Nazwa projektu to określenie nowoczesnej technologii trzeciego oka, czyli miniaturowych kamerek personalnych, które umieszcza się na czole osoby za pomocą opaski. Bilal nie założył jednak kamery na swoje czoło, tylko na tył głowy: zadaniem kamery nie było rejestrowanie tego, co i tak widziały oczy, ale tego, czego w sposób naturalny nie mogło dostrzec ciało. Urządzenie było cały czas podłączone do sieci internetowej i przesyłało zdjęcia wykonywane w minutowych odstępach ( http://www.3rdi.me). W ten sposób Bilal stworzył skrupulatny dziennik przestrzeni, w których spędzał swoje dni.
* * *
Warto też wspomnieć o wyjątkowej wystawie w Narodowej Galerii Sztuki „Zachęta” zatytułowanej „Lepsza ja” i zrealizowanej w 2017 roku. Jej głównym tematem była kultura indywidualizmu, a więc taka, której uczestnicy odczuwają przymus bycia kimś wyjątkowym i podziwianym. Chcemy, żeby nasze ciało i umysł były w ciągłym rozwoju. Chcemy je ulepszać. Potrzebujemy do tego konkretnych narzędzi i przestrzeni. Galeria „Zachęta” postanowiła udostępnić swoją przestrzeń właśnie na takie działania.
Osoby odwiedzające wystawę nie przychodziły tam po to, by podziwiać obrazy lub obiekty, ale po to, by aktywnie uczestniczyć w działaniach proponowanych przez artystki i artystów. Galeria stała się siłownią, gabinetem terapeutycznym, salą do jogi itd.
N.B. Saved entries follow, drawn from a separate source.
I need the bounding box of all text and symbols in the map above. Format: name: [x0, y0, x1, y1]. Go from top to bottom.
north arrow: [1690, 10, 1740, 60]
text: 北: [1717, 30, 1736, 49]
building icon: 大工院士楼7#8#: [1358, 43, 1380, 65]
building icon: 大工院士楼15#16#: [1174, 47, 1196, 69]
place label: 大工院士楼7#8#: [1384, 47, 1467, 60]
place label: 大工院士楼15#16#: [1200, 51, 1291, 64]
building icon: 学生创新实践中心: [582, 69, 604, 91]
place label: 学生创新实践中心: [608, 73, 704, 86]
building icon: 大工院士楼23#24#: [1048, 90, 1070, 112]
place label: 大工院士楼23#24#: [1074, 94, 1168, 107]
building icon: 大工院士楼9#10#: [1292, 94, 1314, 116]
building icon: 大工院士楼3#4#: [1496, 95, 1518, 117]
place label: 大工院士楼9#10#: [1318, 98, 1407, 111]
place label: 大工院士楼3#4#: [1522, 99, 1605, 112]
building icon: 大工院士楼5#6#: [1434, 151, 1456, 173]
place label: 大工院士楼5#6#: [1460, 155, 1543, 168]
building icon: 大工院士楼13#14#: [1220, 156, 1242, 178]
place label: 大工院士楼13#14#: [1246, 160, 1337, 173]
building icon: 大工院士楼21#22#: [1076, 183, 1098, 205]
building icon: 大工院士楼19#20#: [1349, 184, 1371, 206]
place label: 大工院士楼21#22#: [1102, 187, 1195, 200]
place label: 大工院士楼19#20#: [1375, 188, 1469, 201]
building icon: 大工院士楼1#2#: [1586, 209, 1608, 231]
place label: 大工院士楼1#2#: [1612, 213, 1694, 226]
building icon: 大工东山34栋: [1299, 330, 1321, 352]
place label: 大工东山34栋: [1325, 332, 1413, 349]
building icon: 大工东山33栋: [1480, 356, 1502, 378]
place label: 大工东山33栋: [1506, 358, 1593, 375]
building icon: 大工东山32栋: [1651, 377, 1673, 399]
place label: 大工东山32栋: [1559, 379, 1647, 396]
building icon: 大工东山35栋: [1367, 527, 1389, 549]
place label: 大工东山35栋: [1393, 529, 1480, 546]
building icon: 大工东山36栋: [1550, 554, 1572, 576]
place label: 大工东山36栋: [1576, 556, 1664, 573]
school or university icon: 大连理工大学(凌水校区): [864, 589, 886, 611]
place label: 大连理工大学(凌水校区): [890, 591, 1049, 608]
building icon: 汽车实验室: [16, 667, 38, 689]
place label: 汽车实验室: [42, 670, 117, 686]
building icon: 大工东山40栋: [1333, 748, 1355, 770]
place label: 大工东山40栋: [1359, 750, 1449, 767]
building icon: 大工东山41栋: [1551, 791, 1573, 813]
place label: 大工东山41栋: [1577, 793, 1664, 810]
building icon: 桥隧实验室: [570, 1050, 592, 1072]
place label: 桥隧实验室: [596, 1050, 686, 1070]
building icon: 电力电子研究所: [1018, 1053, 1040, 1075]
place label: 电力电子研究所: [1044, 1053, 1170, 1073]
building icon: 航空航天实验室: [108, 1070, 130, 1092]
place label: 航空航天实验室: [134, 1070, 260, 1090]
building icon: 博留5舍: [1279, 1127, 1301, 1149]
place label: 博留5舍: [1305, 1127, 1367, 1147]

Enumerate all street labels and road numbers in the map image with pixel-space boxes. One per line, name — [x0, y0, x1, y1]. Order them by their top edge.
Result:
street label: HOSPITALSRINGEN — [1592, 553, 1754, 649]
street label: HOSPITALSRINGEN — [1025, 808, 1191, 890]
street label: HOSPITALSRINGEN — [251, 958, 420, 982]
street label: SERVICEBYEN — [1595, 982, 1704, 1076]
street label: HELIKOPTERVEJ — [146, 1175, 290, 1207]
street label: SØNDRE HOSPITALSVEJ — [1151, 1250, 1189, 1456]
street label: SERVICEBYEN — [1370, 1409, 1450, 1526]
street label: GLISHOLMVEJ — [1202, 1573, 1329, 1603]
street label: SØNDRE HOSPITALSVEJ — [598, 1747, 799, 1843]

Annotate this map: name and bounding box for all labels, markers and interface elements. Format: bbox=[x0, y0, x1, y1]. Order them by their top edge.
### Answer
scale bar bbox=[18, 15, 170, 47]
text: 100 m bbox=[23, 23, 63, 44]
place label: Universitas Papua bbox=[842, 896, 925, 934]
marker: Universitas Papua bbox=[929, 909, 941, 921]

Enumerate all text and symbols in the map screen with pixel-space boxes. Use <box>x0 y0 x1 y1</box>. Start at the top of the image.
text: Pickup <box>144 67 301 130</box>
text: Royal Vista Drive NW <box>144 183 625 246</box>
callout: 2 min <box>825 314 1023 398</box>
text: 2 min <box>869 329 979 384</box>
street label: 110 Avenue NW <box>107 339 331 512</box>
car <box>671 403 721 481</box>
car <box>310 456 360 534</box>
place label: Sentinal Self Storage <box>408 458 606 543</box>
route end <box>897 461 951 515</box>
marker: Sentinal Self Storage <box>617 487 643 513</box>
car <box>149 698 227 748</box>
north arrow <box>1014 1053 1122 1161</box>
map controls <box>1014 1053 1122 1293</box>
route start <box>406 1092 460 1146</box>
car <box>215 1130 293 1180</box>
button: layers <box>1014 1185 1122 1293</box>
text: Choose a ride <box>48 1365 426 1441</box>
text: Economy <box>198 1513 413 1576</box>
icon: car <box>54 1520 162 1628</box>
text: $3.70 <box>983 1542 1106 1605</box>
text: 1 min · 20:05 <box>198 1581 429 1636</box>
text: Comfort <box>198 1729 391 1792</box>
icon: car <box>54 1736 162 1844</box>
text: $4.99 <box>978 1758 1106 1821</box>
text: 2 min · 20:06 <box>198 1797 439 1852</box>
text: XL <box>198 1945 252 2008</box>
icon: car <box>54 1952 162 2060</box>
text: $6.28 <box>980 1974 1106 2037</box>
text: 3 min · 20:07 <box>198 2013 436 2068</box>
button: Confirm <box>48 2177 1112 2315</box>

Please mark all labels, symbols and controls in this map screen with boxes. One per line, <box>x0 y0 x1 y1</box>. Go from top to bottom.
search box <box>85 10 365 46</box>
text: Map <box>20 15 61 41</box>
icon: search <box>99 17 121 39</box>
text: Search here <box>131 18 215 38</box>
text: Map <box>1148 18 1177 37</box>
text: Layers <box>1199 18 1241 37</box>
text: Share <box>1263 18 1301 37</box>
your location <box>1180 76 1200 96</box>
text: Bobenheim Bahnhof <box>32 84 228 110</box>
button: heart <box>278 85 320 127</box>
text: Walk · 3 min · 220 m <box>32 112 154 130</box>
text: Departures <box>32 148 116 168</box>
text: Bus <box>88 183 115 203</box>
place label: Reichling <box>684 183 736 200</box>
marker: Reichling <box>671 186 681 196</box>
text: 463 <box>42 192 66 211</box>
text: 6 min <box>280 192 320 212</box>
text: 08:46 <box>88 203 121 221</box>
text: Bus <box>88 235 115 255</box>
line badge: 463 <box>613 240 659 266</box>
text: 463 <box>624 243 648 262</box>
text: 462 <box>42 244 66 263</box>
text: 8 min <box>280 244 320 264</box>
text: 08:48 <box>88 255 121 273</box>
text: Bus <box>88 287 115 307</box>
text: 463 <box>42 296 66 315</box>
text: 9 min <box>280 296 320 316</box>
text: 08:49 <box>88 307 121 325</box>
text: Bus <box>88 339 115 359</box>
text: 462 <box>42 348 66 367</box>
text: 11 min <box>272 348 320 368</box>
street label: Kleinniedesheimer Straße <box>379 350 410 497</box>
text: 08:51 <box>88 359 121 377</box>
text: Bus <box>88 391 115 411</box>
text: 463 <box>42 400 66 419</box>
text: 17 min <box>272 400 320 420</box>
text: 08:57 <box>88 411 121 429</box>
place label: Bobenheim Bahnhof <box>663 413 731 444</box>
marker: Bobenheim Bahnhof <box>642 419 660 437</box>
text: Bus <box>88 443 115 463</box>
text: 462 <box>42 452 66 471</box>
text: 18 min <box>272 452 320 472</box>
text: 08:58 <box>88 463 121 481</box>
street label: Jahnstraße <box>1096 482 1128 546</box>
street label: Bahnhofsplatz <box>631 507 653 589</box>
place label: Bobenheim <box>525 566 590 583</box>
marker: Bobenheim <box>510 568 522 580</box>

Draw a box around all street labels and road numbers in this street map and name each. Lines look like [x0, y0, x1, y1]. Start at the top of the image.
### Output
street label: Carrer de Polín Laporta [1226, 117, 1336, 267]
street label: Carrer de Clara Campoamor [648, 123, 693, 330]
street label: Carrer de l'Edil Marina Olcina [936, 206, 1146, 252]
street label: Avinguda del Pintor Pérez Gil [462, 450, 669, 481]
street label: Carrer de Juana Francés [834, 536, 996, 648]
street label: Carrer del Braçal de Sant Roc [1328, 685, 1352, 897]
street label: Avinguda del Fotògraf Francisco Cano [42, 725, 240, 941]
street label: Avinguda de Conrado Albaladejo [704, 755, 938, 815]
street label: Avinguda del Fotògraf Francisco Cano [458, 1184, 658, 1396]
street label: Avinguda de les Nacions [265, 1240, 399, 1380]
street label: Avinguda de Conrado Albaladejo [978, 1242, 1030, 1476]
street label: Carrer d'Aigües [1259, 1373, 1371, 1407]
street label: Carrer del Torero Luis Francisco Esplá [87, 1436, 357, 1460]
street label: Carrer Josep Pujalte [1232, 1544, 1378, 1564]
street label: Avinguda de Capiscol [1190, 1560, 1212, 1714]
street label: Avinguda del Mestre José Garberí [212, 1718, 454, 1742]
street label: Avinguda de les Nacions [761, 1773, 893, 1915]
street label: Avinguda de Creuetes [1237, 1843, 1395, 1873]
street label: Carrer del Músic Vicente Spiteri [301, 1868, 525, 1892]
W trakcie trwania wystawy można było uzyskać porady dietetyczne, wspólnie poćwiczyć, potańczyć lub wziąć udział w sesji hipnozy. W przestrzeni galerii nie znajdowały się żadne trwałe dzieła sztuki (obrazy, rzeźby, obiekty czy instalacje). Właśnie dlatego wystawę „Lepsza ja” można nazwać performatywną, czyli taką, która stwarza się dopiero w spotkaniu z odbiorcą i jego aktywnością.
[1] K. Siatka, Przyczynek do krytycznej autobiografii, [w:] „Kinga Araya: Walking with Kinga”, red. K. Siatka, tłum. A. Lebensztejn, A. MacBride, Galeria Sztuki Współczesnej „Bunkier Sztuki”, Kraków 2012, s. 20.
[2] R. Kluszczyński, Wielokierunkowy czas albo świat jako archipelag, [w:] „Kinga Araya: Walking with Kinga”, op. cit., s. 34.